1. ## Partial Fractions . . . HELP!!!

Find the partial fractions for the following:

3x² - 2x + 8
------------------------
x³ + 2x² + 4x + 8

9x² + 21x - 24
--------------------------
x³ + 4x² - 11x - 30

My biggest problem with these is that I have trouble factoring the bottom cubic in the second problem, but I'm having trouble with everything else also. Every time I try to solve the problems I end up with a different answer than the time before. I don't know what I am doing wrong!

I shall be eternally grateful to whoever helps me solve these problems. So grateful, in fact, that I shall bestow upon them this bear hug.

. . . Wow. It's obviously sleepy time for me. My true weirdness is oozing into your website. Terribly sorry about that.

2. Originally Posted by potato92
Find the partial fractions for the following:

3x² - 2x + 8
------------------------
x³ + 2x² + 4x + 8

9x² + 21x - 24
--------------------------
x³ + 4x² - 11x - 30

My biggest problem with these is that I have trouble factoring the bottom cubic in the second problem, but I'm having trouble with everything else also. Every time I try to solve the problems I end up with a different answer than the time before. I don't know what I am doing wrong!

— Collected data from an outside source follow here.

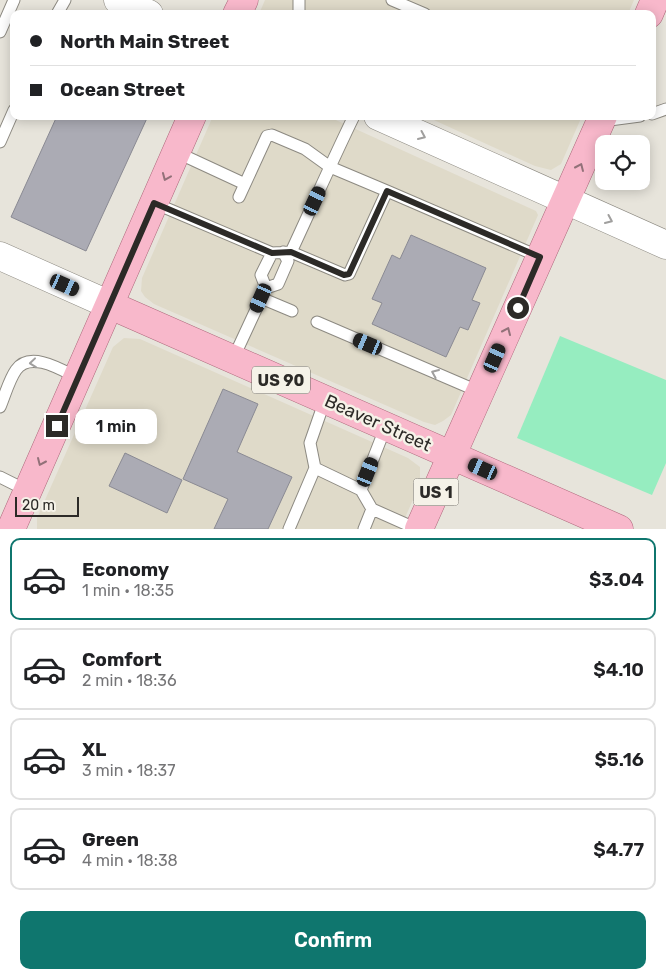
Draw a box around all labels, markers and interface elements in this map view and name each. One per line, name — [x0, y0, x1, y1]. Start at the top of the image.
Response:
text: North Main Street — [60, 30, 229, 53]
text: Ocean Street — [60, 78, 185, 101]
one-way arrow — [417, 130, 426, 141]
map controls — [595, 135, 650, 190]
button: locate — [595, 135, 650, 190]
one-way arrow — [574, 163, 585, 172]
one-way arrow — [161, 172, 172, 181]
car — [301, 184, 328, 218]
one-way arrow — [604, 213, 613, 224]
car — [48, 272, 81, 298]
car — [248, 281, 273, 315]
route start — [507, 297, 529, 319]
one-way arrow — [501, 327, 512, 336]
car — [351, 331, 384, 357]
car — [482, 341, 507, 375]
one-way arrow — [29, 357, 37, 368]
road number: US 90 — [252, 366, 310, 394]
one-way arrow — [431, 369, 440, 380]
street label: Beaver Street — [321, 390, 435, 456]
callout: 1 min — [74, 408, 157, 444]
route end — [46, 415, 68, 437]
text: 1 min — [96, 417, 136, 436]
car — [355, 455, 380, 489]
car — [466, 456, 499, 482]
one-way arrow — [37, 457, 48, 466]
road number: US 1 — [414, 478, 458, 506]
scale bar — [15, 494, 79, 517]
text: 20 m — [22, 497, 55, 514]
icon: car — [22, 557, 67, 602]
text: Economy — [82, 558, 169, 581]
text: $3.04 — [589, 568, 644, 591]
text: 1 min · 18:35 — [82, 581, 174, 600]
icon: car — [22, 647, 67, 692]
text: Comfort — [82, 648, 162, 671]
text: $4.10 — [593, 658, 644, 681]
text: 2 min · 18:36 — [82, 671, 177, 690]
icon: car — [22, 737, 67, 782]
text: XL — [82, 738, 106, 761]
text: $5.16 — [594, 748, 644, 771]
text: 3 min · 18:37 — [82, 761, 175, 780]
icon: car — [22, 827, 67, 872]
text: Green — [82, 828, 139, 851]
text: $4.77 — [593, 838, 644, 861]
text: 4 min · 18:38 — [82, 851, 178, 870]
button: Confirm — [20, 911, 646, 969]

I shall be eternally grateful to whoever helps me solve these problems. So grateful, in fact, that I shall bestow upon them this bear hug.

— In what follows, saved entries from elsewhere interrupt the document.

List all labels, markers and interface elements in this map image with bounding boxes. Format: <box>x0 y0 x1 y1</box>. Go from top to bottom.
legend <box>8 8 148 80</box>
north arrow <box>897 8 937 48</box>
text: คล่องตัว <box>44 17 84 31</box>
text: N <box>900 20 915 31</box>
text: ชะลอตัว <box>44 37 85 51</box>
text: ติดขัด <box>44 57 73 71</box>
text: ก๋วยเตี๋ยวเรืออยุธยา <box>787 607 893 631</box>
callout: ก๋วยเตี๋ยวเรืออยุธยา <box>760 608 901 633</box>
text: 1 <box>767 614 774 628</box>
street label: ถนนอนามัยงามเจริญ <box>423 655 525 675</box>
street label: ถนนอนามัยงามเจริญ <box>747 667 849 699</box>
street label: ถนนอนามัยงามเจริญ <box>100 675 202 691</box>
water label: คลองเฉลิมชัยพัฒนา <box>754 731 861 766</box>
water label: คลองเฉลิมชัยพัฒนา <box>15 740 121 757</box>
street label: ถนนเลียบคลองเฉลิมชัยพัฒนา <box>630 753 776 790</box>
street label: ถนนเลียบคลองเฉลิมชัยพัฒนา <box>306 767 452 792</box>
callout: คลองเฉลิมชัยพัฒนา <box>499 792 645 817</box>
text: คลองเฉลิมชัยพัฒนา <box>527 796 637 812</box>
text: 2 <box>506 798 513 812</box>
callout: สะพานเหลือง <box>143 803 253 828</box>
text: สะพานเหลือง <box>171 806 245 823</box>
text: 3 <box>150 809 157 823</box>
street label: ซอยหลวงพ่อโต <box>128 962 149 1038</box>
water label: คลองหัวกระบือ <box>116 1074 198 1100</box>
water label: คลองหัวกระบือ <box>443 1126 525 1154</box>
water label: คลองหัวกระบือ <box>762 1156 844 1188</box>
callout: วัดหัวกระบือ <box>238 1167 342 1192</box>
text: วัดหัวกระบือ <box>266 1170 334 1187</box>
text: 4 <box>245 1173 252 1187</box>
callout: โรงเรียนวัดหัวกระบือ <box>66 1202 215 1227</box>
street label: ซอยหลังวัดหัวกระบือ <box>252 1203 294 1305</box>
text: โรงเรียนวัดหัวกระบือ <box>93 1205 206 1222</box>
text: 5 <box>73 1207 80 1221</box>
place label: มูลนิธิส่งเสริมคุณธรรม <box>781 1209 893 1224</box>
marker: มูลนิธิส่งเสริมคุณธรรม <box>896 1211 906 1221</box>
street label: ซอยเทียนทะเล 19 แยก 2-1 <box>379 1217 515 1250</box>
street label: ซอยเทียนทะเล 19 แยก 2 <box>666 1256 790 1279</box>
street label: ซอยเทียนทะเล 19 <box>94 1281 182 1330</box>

. . . Wow. It's obviously sleepy time for me. My true weirdness is oozing into your website. Terribly sorry about that.
Question 2:

Hint:

$\frac{9x^2+21x-24}{x^3+4x^2-11x-30} = \frac{{9x^2+21x-24}}{(x+2)(x+5)(x-3)}$

You need to find the partial fraction for the above term:

Try:

$\frac{{9x^2+21x-24}}{(x+2)(x+5)(x-3)} = \frac{A}{x+2} + \frac{B}{x+5}+\frac{C}{x-3}$

solve this now. You should deninitely have partial fractions in your book/notes. question 1 would also be similar to this. if you cannot solve, show your work on where you get stuck!

3. ## w00t!

Thanks harish! I think those factors were what I needed.

4. ## Comment

If your problem had a 1 in the numerator, there's a nice formula to bypass messy algebra which I'll demonstrate in this specific case:

$[1/(x + 2)(x + 5)(x - 3)]$ = $A/(x + 2) + B/(x + 5) + C/(x - 3)$

$A = 1/(5 - 2)\cdot(-3 - 2)$
$B = 1/(2 - 5)\cdot(-3 - 5)$
$C = 1/(2 - -3)\cdot(5 - -3)$

This formula works whenever you have a 1 in the numerator and linear factors in the denominator.